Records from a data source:
────────────────────────────────────────

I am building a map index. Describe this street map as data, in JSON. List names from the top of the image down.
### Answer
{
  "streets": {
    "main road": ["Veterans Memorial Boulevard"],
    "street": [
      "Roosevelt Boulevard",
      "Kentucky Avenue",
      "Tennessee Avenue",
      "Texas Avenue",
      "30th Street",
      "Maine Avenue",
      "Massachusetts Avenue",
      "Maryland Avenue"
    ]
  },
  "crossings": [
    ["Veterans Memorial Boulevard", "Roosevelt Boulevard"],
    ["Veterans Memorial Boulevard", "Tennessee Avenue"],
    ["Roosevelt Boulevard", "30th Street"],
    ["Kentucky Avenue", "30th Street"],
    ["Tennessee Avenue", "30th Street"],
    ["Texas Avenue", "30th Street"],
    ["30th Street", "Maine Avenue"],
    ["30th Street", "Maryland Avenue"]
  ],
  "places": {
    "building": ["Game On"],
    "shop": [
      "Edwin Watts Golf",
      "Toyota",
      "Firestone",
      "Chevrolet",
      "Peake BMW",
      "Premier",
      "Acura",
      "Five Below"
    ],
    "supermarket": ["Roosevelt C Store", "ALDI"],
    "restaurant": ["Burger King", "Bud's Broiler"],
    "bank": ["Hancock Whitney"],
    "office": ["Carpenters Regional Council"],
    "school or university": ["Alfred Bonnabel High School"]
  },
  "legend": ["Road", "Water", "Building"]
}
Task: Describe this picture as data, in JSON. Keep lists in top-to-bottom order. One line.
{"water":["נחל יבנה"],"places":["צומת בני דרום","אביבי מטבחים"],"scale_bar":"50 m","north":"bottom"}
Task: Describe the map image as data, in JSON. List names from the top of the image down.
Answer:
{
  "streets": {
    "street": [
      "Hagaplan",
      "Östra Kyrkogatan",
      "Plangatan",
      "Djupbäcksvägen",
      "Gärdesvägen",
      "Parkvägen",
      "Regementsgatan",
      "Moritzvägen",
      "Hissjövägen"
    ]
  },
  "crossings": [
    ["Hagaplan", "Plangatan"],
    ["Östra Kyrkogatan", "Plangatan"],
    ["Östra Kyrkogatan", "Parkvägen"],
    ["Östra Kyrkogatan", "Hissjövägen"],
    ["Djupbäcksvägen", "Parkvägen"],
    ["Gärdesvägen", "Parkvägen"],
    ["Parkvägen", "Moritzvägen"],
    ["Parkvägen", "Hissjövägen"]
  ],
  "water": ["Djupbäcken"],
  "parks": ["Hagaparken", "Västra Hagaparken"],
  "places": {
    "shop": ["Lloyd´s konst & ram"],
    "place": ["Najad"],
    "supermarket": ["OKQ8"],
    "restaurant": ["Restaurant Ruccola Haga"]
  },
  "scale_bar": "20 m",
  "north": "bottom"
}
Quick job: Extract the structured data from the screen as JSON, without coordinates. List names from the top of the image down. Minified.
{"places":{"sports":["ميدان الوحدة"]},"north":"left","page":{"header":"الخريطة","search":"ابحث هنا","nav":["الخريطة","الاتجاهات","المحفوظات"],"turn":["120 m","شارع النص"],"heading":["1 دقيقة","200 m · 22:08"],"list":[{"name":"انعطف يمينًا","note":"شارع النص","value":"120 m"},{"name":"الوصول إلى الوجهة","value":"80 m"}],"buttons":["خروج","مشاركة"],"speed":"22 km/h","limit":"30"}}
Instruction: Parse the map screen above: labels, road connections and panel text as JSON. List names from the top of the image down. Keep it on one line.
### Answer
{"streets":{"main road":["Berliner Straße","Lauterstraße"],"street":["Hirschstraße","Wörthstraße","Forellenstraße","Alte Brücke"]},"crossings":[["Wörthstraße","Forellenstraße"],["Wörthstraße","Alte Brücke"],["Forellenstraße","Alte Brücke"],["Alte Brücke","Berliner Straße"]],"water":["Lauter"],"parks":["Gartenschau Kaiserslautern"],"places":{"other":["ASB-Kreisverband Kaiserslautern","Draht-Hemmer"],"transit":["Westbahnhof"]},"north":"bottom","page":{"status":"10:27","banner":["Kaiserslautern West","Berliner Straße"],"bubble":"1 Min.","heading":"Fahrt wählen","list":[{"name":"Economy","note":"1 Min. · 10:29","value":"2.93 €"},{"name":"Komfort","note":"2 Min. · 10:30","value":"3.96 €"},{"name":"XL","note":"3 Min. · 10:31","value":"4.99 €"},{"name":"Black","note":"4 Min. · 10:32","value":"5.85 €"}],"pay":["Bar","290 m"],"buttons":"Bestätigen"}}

────────────────────────────────────────

▸ YOUR GOAL
Up to and including the line that contains "Task: Describe the", output the records above exactly, beginning with their first line.

▸ ANSWER TO THIS EXERCISE
I am building a map index. Describe this street map as data, in JSON. List names from the top of the image down.
### Answer
{
  "streets": {
    "main road": ["Veterans Memorial Boulevard"],
    "street": [
      "Roosevelt Boulevard",
      "Kentucky Avenue",
      "Tennessee Avenue",
      "Texas Avenue",
      "30th Street",
      "Maine Avenue",
      "Massachusetts Avenue",
      "Maryland Avenue"
    ]
  },
  "crossings": [
    ["Veterans Memorial Boulevard", "Roosevelt Boulevard"],
    ["Veterans Memorial Boulevard", "Tennessee Avenue"],
    ["Roosevelt Boulevard", "30th Street"],
    ["Kentucky Avenue", "30th Street"],
    ["Tennessee Avenue", "30th Street"],
    ["Texas Avenue", "30th Street"],
    ["30th Street", "Maine Avenue"],
    ["30th Street", "Maryland Avenue"]
  ],
  "places": {
    "building": ["Game On"],
    "shop": [
      "Edwin Watts Golf",
      "Toyota",
      "Firestone",
      "Chevrolet",
      "Peake BMW",
      "Premier",
      "Acura",
      "Five Below"
    ],
    "supermarket": ["Roosevelt C Store", "ALDI"],
    "restaurant": ["Burger King", "Bud's Broiler"],
    "bank": ["Hancock Whitney"],
    "office": ["Carpenters Regional Council"],
    "school or university": ["Alfred Bonnabel High School"]
  },
  "legend": ["Road", "Water", "Building"]
}
Task: Describe this picture as data, in JSON. Keep lists in top-to-bottom order. One line.
{"water":["נחל יבנה"],"places":["צומת בני דרום","אביבי מטבחים"],"scale_bar":"50 m","north":"bottom"}
Task: Describe the map image as data, in JSON. List names from the top of the image down.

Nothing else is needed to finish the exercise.